寄付金を受け取った沖縄県の玉城知事(右)と、贈呈した(左から)朝山市長、高岡町長=21日、沖縄県庁

 首里城復興に役立ててほしいと、奄美群島12市町村はこのほど、沖縄県に2000万円を寄付した。奄美群島市町村長会会長の高岡秀規徳之島町長と、奄美群島広域事務組合管理者の朝山毅奄美市長が21日、沖縄県庁に玉城デニー知事を訪ね、「地理的にも歴史的にもつながりの深い沖縄の重要な財産を再建し、後世に継ぐ一助にしてほしい」と思いを伝えた。

 

 高岡町長らとの会談で玉城知事は、「私たちは首里城を形だけ『復元』するのではなく、人々の思いを未来へつなぐ『復興』を目指している。今回頂いた寄付金は瓦など首里城の主だった場所に活用したい」と感謝し、奄美・沖縄の今後について「互いの人的交流や旅の楽しみも復興したい。

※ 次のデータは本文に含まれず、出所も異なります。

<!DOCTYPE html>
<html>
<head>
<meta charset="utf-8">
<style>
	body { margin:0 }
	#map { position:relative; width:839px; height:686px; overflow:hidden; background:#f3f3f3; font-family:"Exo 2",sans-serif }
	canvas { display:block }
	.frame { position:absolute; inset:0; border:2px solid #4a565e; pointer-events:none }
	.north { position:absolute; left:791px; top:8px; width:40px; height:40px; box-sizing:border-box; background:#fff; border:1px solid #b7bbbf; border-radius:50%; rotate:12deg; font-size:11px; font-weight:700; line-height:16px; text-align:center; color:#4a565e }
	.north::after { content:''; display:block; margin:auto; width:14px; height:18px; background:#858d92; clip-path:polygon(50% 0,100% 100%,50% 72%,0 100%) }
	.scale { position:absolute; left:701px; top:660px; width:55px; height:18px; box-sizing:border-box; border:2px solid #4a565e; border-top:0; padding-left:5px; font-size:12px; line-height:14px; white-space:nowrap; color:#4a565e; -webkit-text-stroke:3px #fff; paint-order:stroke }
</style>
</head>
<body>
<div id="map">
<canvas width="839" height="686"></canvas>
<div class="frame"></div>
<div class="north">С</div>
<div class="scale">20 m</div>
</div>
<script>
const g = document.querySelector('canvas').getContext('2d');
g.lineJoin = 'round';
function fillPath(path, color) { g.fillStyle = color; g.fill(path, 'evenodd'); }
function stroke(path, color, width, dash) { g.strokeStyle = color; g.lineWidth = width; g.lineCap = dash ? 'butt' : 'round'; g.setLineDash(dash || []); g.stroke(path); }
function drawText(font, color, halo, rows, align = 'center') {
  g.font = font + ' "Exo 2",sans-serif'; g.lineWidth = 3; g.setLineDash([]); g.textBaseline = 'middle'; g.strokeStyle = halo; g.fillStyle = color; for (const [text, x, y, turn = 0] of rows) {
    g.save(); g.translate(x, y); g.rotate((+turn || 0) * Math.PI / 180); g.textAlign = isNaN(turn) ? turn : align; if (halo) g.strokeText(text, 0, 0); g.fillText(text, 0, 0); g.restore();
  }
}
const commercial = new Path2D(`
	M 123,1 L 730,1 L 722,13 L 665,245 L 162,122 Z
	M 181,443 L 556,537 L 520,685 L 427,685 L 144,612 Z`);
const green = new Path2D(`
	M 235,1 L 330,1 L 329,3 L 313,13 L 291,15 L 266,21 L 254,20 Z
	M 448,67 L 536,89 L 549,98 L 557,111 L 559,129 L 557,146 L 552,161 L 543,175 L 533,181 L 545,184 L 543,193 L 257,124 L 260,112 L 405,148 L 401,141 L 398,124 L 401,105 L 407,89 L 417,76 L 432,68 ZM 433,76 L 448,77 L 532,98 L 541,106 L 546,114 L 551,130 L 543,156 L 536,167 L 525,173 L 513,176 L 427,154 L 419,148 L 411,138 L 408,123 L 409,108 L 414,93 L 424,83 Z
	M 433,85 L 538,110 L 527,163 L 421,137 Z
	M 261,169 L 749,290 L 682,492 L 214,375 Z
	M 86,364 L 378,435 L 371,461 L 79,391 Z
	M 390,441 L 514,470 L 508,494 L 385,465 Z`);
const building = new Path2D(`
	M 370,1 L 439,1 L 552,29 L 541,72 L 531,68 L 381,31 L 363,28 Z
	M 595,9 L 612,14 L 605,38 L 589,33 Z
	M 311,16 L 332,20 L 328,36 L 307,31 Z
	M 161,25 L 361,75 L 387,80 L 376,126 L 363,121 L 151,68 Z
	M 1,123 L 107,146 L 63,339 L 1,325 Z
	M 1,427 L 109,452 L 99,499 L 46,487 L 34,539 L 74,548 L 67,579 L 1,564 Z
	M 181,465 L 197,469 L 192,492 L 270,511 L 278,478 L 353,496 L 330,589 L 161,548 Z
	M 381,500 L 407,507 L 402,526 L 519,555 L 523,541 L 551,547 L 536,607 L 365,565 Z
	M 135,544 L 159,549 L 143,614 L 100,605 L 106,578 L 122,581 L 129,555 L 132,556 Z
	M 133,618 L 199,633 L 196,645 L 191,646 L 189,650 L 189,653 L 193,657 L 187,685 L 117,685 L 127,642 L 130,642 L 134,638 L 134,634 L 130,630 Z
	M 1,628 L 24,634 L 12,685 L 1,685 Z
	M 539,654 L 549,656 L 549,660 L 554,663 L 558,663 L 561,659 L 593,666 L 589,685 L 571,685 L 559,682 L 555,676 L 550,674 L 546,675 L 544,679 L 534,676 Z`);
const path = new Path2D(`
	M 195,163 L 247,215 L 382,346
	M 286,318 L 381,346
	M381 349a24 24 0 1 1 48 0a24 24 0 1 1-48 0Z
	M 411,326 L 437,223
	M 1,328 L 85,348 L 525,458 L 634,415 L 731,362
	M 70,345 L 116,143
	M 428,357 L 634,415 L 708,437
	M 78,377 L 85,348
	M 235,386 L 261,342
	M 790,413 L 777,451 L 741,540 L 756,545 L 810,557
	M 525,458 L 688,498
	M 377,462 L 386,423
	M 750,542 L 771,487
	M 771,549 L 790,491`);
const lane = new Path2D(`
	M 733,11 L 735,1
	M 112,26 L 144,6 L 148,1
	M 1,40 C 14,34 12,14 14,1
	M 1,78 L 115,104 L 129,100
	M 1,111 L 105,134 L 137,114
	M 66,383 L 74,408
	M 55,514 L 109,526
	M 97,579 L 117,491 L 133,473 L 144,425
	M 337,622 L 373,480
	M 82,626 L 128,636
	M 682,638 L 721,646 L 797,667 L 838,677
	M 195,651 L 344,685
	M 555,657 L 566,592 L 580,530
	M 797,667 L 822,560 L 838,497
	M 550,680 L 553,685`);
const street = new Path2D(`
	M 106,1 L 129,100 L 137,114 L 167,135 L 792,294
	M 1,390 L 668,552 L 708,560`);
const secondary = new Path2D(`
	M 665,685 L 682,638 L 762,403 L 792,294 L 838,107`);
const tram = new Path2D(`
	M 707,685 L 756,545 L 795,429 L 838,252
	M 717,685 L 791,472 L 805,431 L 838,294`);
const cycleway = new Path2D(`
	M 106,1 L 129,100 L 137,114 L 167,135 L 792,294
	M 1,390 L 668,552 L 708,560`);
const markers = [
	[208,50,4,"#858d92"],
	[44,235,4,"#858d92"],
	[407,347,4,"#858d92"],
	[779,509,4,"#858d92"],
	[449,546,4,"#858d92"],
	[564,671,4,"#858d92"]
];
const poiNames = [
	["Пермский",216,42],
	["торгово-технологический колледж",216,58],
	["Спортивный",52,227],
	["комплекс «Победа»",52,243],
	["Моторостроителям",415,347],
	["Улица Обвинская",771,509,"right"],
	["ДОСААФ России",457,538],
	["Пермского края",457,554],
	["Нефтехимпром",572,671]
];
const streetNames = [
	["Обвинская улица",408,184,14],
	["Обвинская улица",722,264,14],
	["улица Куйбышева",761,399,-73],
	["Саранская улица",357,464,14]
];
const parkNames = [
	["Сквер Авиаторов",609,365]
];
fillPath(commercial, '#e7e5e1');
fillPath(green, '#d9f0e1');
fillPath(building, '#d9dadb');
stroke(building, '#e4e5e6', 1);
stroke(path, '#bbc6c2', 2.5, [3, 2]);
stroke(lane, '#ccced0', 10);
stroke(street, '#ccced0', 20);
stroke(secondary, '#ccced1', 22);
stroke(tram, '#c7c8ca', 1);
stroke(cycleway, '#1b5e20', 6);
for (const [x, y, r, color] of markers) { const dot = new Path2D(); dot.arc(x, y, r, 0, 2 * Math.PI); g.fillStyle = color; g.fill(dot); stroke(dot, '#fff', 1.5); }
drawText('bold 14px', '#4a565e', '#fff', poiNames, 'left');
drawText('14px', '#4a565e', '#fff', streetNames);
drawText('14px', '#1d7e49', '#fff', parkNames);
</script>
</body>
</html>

コロナが収まったら奄美へ行っていろいろと見てみたい」と期待を寄せた。

 

 高岡町長は、奄美群島振興開発特別措置法が2024年度まで延長したことに触れ、「農林水産物の生産振興や人的交流の倍増など、補助事業の在り方を考える際にも沖縄県にリーダーシップをとってもらいたい」と呼び掛けたほか、「沖縄では奄美でも栽培される農作物の研究が進んでいる。研究面でも連携したい」と農林水産業の相互発展に意欲を見せた。

 

 沖縄県に毎年職員を派遣している奄美市の朝山市長は、「沖縄での経験が行政に生かされている。指導頂き大変ありがたい」と謝辞を述べた。

 

 寄付金の額は20年度に市町村長会で決定。総額の4割を12市町村で均等に割り、残りは人口に応じて割り振った。今年1月には広域事務組合を通じて寄付したが、新型コロナウイルスの影響で贈呈式を見合わせていた。

 

 会談後、「2000万円はかなり高額だが、どのように集めたのか」との質問に対し、朝山市長は「12市町村からは一つの異論もなく集まった。沖縄への思いの表れだ。2000万円では少ないのではないかという声もあった」と答えた。